**YOUR ASSIGNMENT**
Gather every line in the records below that contains the word "list".

Records from a data collection

○ ○ ○

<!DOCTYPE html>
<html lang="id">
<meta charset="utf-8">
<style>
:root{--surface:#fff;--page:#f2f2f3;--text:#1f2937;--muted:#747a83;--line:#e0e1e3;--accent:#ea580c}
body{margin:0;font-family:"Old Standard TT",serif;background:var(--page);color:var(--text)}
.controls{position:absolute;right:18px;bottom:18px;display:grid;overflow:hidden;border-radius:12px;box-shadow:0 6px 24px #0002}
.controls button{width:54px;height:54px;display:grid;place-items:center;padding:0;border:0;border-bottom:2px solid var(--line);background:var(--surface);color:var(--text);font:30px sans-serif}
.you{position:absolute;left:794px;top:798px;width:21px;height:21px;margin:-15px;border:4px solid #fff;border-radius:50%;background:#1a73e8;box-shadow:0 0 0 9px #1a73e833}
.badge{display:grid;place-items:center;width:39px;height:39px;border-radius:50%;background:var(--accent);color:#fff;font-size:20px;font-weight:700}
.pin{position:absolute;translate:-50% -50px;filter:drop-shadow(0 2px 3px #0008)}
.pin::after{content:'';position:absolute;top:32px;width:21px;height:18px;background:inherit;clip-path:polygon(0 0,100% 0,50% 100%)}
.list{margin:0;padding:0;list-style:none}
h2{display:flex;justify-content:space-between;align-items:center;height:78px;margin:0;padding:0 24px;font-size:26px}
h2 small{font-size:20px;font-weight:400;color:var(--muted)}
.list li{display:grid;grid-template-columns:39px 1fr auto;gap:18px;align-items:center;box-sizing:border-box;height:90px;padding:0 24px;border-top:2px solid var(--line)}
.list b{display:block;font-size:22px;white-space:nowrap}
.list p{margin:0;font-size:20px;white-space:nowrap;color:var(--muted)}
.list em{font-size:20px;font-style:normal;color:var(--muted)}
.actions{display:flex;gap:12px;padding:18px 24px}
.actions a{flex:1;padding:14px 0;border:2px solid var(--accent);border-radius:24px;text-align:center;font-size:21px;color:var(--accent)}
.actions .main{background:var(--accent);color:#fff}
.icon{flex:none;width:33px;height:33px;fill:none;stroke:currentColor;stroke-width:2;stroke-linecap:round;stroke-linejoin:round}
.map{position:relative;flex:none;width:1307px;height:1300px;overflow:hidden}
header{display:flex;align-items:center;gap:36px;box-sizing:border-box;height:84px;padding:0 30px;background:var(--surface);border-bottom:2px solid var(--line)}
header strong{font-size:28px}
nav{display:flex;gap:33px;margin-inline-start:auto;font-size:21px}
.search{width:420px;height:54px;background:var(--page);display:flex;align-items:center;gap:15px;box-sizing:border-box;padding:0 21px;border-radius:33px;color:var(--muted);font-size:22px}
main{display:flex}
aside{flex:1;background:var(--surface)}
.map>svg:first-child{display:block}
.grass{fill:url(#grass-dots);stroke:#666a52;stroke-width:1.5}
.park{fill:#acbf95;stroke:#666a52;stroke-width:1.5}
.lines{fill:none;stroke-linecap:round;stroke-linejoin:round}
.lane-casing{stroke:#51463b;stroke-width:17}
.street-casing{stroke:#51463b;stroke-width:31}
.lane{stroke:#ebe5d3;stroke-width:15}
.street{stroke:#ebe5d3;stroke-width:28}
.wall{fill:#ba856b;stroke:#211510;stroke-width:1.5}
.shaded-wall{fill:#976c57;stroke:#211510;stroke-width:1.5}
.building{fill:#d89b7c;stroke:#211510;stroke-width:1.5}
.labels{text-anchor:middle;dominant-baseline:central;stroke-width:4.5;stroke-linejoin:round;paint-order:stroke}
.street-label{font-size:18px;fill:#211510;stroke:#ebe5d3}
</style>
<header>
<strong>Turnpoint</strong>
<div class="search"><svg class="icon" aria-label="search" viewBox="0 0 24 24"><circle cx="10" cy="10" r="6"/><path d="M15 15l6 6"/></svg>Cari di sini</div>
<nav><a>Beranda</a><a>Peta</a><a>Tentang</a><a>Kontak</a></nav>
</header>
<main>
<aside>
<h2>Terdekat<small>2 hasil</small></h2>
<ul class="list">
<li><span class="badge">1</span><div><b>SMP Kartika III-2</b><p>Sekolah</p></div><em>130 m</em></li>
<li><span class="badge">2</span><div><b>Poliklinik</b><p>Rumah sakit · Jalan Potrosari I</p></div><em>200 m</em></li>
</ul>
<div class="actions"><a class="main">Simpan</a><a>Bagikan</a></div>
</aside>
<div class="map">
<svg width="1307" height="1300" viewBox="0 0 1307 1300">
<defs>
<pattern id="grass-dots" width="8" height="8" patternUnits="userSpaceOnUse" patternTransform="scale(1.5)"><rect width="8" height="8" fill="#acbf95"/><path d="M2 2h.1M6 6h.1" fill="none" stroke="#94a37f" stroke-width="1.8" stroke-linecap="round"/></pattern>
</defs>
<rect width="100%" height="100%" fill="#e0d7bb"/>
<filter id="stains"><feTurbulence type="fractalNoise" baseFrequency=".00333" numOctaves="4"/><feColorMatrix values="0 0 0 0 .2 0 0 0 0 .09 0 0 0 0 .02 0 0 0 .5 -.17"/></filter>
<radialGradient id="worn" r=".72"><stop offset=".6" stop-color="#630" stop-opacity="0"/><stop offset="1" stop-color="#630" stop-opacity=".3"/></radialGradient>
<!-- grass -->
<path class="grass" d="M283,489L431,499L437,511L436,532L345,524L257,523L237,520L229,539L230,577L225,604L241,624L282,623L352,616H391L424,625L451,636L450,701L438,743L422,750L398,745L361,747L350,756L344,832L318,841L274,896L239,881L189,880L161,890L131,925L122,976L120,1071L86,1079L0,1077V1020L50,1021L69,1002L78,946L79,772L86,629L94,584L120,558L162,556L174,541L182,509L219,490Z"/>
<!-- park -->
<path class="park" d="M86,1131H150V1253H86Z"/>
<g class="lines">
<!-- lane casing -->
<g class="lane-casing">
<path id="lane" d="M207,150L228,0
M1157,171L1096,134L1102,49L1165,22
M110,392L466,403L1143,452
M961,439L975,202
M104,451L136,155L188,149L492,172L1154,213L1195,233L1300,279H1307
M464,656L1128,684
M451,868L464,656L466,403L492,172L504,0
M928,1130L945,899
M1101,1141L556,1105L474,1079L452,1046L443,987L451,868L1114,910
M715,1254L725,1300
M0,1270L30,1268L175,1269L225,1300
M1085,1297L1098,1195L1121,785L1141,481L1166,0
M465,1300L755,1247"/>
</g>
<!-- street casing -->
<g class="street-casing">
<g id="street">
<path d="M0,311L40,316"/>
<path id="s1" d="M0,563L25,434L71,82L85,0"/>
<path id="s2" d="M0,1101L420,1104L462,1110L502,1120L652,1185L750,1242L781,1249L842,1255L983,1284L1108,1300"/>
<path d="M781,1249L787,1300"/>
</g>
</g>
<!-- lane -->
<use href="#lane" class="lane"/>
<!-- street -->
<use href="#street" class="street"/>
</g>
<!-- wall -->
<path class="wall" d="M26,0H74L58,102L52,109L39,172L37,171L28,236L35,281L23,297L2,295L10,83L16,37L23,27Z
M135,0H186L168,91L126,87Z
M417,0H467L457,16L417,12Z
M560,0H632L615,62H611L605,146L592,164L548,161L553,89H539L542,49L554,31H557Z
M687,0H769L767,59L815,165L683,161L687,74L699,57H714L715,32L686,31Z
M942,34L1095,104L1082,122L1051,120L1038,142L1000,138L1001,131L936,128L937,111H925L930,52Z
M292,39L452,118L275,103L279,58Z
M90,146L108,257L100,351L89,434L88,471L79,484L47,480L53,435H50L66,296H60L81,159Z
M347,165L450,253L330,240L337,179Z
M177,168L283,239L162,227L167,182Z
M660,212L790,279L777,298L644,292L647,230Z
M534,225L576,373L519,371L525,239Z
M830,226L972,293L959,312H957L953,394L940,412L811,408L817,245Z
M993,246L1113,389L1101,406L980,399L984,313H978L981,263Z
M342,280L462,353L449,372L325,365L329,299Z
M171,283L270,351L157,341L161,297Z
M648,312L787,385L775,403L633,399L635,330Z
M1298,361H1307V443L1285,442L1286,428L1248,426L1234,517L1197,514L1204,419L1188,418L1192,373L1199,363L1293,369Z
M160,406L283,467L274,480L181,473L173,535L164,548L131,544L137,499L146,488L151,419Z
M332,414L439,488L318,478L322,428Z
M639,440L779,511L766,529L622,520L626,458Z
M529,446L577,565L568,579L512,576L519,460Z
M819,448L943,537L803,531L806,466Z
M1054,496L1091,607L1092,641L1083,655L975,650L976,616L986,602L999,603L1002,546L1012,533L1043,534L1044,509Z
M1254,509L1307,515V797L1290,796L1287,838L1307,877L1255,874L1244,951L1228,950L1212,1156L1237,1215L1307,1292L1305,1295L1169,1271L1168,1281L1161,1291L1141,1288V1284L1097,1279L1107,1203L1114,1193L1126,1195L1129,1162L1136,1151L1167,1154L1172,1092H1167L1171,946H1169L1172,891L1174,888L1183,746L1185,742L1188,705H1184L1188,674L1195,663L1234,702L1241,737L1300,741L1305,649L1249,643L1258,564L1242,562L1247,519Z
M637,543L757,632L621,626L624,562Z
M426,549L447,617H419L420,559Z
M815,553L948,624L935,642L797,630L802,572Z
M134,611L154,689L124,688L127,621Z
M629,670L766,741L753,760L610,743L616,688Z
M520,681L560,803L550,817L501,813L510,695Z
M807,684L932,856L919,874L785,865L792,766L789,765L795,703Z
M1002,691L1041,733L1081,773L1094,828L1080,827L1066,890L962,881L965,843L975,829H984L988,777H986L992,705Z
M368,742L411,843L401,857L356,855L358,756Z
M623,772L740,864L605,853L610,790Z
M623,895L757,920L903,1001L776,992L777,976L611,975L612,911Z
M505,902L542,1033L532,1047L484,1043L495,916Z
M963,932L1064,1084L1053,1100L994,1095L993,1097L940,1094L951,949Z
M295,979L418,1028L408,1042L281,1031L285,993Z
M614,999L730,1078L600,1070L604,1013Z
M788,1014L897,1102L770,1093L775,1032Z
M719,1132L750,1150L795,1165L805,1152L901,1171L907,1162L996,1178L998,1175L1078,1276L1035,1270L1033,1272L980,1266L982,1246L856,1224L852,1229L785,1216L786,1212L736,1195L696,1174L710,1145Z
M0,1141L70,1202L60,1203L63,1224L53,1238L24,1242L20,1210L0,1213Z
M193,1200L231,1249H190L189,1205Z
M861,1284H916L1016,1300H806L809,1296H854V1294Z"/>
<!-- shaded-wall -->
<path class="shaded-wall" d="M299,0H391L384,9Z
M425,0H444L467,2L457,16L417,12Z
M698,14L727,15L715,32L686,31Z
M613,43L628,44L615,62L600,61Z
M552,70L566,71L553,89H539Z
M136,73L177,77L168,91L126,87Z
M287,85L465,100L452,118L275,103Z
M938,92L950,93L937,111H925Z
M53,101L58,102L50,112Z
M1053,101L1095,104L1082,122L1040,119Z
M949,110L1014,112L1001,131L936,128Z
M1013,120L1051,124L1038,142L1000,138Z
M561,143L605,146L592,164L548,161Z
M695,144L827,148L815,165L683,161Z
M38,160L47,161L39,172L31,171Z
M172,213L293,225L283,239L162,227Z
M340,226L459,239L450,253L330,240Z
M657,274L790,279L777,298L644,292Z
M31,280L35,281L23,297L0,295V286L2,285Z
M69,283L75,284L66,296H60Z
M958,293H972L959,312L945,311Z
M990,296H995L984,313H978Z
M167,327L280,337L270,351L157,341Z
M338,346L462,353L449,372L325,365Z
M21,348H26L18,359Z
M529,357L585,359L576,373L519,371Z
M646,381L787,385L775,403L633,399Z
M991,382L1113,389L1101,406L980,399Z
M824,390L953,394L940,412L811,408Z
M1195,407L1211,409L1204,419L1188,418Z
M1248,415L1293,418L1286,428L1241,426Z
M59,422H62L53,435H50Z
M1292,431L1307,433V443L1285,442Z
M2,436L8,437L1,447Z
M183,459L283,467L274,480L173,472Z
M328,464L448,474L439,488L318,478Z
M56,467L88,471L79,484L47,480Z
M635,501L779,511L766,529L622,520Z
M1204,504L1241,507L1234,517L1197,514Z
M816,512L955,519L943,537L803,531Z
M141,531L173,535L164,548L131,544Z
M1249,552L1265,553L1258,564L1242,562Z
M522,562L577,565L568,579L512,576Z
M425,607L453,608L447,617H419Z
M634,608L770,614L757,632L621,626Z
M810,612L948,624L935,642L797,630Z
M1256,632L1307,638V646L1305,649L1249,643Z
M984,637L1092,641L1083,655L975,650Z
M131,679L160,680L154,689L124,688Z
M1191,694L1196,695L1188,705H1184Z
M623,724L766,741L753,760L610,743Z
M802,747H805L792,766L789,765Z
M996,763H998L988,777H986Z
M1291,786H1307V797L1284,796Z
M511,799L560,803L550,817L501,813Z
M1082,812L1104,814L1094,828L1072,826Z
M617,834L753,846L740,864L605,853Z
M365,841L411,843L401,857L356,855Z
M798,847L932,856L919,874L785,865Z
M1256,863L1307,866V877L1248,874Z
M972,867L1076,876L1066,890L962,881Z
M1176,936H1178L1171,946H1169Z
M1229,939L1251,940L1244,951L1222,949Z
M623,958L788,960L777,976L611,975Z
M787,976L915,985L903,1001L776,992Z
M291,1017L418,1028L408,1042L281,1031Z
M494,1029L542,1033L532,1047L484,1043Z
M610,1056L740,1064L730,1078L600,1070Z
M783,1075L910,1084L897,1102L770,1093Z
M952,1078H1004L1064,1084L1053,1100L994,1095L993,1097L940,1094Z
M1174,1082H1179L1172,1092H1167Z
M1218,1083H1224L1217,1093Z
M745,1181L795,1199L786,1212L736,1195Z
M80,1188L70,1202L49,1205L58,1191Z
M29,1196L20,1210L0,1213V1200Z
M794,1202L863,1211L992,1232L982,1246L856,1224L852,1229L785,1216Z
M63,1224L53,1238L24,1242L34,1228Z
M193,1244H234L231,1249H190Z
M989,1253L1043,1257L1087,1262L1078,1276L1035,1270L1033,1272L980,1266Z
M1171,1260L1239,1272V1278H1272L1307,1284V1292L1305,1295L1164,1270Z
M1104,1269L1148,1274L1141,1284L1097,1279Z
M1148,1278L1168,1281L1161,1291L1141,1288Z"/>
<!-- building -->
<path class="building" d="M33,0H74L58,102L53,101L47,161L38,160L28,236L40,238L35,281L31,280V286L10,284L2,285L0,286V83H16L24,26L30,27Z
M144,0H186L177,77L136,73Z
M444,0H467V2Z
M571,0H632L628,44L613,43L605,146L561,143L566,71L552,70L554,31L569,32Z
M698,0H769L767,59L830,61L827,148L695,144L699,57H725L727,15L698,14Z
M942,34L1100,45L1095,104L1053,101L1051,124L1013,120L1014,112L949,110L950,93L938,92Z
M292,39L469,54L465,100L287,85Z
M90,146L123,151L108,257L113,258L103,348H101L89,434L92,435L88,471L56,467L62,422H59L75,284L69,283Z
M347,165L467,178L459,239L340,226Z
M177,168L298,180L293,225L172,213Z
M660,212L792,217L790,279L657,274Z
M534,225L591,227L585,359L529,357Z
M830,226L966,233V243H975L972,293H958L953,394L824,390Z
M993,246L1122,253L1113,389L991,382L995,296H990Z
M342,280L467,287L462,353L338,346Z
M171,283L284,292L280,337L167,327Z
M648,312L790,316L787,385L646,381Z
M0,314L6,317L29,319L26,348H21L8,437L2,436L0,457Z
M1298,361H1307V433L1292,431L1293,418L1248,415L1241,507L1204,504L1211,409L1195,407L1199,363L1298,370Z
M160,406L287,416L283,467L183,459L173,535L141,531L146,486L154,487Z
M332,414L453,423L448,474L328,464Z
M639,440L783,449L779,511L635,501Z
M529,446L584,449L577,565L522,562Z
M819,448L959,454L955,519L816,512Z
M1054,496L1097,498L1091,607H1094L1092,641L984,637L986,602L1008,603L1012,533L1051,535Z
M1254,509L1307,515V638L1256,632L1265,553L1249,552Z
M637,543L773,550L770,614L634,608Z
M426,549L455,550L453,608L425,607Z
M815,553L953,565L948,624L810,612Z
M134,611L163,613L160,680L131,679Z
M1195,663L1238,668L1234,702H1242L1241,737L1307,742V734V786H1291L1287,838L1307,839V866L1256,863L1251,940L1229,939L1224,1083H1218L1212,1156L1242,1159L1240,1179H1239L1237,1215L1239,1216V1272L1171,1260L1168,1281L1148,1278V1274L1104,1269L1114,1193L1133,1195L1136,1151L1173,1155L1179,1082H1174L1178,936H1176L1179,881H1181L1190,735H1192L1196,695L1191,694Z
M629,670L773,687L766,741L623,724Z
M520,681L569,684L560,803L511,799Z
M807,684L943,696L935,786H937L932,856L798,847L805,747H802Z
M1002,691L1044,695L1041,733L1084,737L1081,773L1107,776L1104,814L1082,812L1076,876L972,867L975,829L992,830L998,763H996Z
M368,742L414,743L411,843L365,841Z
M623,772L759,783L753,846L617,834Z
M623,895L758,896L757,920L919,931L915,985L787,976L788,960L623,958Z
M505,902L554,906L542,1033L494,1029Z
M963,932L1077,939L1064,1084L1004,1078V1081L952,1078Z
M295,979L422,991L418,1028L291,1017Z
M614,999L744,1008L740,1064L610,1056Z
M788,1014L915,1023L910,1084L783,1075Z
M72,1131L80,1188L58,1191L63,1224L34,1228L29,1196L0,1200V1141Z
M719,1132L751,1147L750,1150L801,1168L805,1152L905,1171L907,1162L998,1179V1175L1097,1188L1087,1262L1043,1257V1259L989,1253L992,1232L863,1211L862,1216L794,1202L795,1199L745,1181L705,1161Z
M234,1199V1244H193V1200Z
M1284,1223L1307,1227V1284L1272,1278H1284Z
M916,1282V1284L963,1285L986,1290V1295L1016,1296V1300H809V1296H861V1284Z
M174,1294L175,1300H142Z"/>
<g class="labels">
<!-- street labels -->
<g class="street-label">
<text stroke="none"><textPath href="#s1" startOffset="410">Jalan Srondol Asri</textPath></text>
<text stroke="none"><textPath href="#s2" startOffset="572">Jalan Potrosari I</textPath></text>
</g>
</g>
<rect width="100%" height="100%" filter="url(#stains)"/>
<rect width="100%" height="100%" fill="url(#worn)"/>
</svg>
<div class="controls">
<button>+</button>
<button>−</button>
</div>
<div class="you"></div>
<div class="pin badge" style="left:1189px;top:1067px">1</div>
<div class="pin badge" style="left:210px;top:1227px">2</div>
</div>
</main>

○ ○ ○

**SOLUTION FOR THIS TASK**
.list{margin:0;padding:0;list-style:none}
.list li{display:grid;grid-template-columns:39px 1fr auto;gap:18px;align-items:center;box-sizing:border-box;height:90px;padding:0 24px;border-top:2px solid var(--line)}
.list b{display:block;font-size:22px;white-space:nowrap}
.list p{margin:0;font-size:20px;white-space:nowrap;color:var(--muted)}
.list em{font-size:20px;font-style:normal;color:var(--muted)}
<ul class="list">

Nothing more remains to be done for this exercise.